Why? Punches are the key in identifying carvers and/or shops. The U- and V-gouges used for carving were made in Birmingham and their radii are standard, but punches were made individually by the local blacksmith to each joiner's specification, so they constitute something close to a signature.
Carver A has used two punches, a 10-petaled daisy and a capital I. Neither punch has been used on B or C. Both B and C show the same quatrefoil punch -- in B and C it is around the corner guilloches, and in C it is also used on the petals of the outer ring around the central flower. Both B and C have both used a matting punch: in B for the background of the central flower and in C for the background around the initials: A has not used one at all. Carver C has also used the end of a nail to punch a simple decoration.
B and C also have variants of the same pattern between the corner guilloches.
Hence our conclusion: B and C are from the same shop, and possibly by the same hand. A is from the same area. And we bet the carvers all knew each other.
From Tobias Jellinek, Early British Chairs and Seats, Antique Collector's Club, 2009.
Pick of Our Picks
In his wonderful Description of England (1577) William Harrison tells of the old men in his village who marveled at
"the multitude of chimneys latelie erected, whereas in their young dayes there were not above two or three, if so manie, in most uplandish townes of the realme (the religious houses, & manour places of their lordes always excepted, and peradventure some great personages) but each one made his fire against the reredosse in the hall, where he dined and dressed his meat."
(A reredosse was the name given both to the open fire in the middle of the hall, and to the sheet of iron propped up in it to reflect heat forward for cooking.)
In medieval "hall" houses, the hall was a two-storey space reaching to the roof with an open fire in the middle, whose smoke eventually escaped from a louvered lantern up in the roof. As they grew wealthier, householders built chimneys and moved the fire to a hearth in the wall. This allowed them to put a medial floor in the hall to make upstairs chambers. The chimney, therefore, was a visible sign both of their prosperity, and of their up-to-dateness. Elizabethan chimneys were ornate and eye-catching.
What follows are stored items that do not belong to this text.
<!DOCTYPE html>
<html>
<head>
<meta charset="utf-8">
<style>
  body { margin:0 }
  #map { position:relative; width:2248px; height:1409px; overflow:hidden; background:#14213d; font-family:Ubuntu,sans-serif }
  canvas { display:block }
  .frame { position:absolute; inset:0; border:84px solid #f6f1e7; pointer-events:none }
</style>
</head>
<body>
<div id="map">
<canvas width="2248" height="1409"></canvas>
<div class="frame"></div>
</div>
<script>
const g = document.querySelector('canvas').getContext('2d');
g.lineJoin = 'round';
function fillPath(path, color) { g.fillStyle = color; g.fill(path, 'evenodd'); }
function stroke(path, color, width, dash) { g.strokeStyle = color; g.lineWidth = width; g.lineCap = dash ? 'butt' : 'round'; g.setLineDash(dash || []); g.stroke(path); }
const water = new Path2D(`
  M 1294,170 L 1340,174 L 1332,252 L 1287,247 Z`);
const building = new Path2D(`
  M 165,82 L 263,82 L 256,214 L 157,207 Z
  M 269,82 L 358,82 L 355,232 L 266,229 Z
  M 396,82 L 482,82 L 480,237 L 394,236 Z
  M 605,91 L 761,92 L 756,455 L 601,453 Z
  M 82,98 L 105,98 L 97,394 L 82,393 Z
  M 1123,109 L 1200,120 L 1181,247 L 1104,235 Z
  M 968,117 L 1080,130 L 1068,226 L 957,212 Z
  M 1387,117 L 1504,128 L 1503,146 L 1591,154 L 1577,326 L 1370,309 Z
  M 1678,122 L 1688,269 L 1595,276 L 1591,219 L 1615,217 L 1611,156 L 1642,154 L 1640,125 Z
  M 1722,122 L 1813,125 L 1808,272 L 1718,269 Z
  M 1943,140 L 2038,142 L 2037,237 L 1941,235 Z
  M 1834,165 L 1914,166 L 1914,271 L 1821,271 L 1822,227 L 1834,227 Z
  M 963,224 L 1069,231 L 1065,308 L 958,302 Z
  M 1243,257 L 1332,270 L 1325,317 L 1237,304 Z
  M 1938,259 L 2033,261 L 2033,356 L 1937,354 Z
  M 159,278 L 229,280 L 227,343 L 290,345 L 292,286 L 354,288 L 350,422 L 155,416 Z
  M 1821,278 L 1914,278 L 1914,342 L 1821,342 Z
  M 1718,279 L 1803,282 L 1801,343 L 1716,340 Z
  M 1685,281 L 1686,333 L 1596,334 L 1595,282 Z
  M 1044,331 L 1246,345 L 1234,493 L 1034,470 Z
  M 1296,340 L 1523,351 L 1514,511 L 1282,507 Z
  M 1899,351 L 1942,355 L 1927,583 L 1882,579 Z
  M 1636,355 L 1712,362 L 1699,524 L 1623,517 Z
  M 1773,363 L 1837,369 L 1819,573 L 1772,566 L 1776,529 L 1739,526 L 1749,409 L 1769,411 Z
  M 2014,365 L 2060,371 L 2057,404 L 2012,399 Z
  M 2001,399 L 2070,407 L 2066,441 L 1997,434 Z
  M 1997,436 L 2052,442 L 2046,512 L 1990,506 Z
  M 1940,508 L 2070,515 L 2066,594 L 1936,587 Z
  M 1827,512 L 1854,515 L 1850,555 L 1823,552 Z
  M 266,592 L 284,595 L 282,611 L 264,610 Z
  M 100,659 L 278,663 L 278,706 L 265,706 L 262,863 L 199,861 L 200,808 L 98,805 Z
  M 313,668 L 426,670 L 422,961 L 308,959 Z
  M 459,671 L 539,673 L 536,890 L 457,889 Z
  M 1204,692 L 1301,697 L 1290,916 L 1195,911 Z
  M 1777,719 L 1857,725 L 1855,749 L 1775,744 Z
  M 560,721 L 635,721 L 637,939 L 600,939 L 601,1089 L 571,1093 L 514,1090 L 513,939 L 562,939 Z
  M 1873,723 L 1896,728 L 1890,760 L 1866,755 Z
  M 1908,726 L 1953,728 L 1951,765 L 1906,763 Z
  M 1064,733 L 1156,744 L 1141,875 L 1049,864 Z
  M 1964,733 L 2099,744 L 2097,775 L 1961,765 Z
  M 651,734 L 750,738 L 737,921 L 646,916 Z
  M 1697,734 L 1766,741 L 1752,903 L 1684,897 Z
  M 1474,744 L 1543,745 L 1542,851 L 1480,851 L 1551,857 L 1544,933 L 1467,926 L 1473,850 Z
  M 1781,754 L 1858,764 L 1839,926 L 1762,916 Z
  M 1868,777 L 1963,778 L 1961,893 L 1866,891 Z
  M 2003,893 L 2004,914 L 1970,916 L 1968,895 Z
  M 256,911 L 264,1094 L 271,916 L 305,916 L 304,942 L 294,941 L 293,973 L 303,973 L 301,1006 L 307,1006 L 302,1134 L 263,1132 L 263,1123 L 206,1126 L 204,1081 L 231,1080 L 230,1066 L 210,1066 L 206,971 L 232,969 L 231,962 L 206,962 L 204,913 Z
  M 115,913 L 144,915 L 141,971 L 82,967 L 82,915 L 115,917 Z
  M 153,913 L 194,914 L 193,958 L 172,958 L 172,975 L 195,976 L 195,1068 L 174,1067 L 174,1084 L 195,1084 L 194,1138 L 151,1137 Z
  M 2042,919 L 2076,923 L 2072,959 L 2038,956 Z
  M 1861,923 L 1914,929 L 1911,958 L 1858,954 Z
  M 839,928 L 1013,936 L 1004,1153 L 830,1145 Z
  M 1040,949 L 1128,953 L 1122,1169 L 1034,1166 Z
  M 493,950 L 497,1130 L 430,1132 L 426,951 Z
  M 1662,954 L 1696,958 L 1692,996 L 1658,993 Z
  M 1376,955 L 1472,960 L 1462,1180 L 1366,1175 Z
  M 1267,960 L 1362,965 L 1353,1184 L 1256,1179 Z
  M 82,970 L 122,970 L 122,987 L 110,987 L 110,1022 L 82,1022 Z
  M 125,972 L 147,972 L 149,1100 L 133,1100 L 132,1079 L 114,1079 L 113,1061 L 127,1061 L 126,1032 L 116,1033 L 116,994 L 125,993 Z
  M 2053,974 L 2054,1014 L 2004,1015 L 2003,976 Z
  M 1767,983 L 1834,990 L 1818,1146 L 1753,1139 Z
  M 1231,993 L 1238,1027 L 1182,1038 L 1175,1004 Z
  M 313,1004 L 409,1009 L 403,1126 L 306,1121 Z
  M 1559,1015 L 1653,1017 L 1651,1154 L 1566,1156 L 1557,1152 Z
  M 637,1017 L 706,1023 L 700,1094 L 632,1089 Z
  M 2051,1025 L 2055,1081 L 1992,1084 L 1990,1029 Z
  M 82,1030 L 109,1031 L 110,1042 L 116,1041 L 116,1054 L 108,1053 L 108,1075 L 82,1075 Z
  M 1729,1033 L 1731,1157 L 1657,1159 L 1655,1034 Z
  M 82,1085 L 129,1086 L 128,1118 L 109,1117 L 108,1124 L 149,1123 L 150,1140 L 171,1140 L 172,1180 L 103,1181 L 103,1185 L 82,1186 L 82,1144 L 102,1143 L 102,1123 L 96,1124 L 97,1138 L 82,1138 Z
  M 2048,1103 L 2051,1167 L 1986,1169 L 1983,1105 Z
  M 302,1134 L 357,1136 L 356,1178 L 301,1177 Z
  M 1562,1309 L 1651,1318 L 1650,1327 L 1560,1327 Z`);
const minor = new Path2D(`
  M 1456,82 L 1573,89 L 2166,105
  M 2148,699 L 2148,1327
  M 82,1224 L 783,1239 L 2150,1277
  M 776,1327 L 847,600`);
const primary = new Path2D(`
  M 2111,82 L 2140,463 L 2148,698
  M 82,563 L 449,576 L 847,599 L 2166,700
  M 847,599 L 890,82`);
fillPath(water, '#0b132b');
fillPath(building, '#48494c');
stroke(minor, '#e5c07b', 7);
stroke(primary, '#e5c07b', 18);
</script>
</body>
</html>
The old men of the village were well justified in discussing them.
Inside, the overmantel was the equivalent of the chimney -- ornate, eye-catching and a clear sign of the householder's importance. This one is typical. Originally, it had three panels and was about six feet wide: it was reduced, we assume, to fit a more modern, and modest, fireplace.
The deeply carved Atlas and Caryatids may have originated in the classical world, but they are carved as contemporary Englishmen and women -- an Elizabethan man in a Roman toga! The scrolling on the panels also hails back to the Renaissance, but the mythical beasts in which it ends are from the vernacular English or Celtic traditions. The date, 1624, uses a half-eight for the 4 -- we discussed the half-eight in Acorns, September 2008. It derives from the Sanskrit 4, and is used in some medieval manuscripts, but, as far as we know, it is only wood carvers who used it as late as the 17th century. It's another point of interest in this piece. All in all, it's a great example of "artisinal mannerism," where Renaissance motifs meet, and are modified by, the English vernacular tradition.
The earliest known chimneypiece (a fireplace surround including an overmantel) is in the Kings House at Southampton, which is attributed to the first half of the twelfth century. The largest chimneypiece existing is in the great hall of the Palais des Comtes at Poitiers, which is nearly 30 feet wide.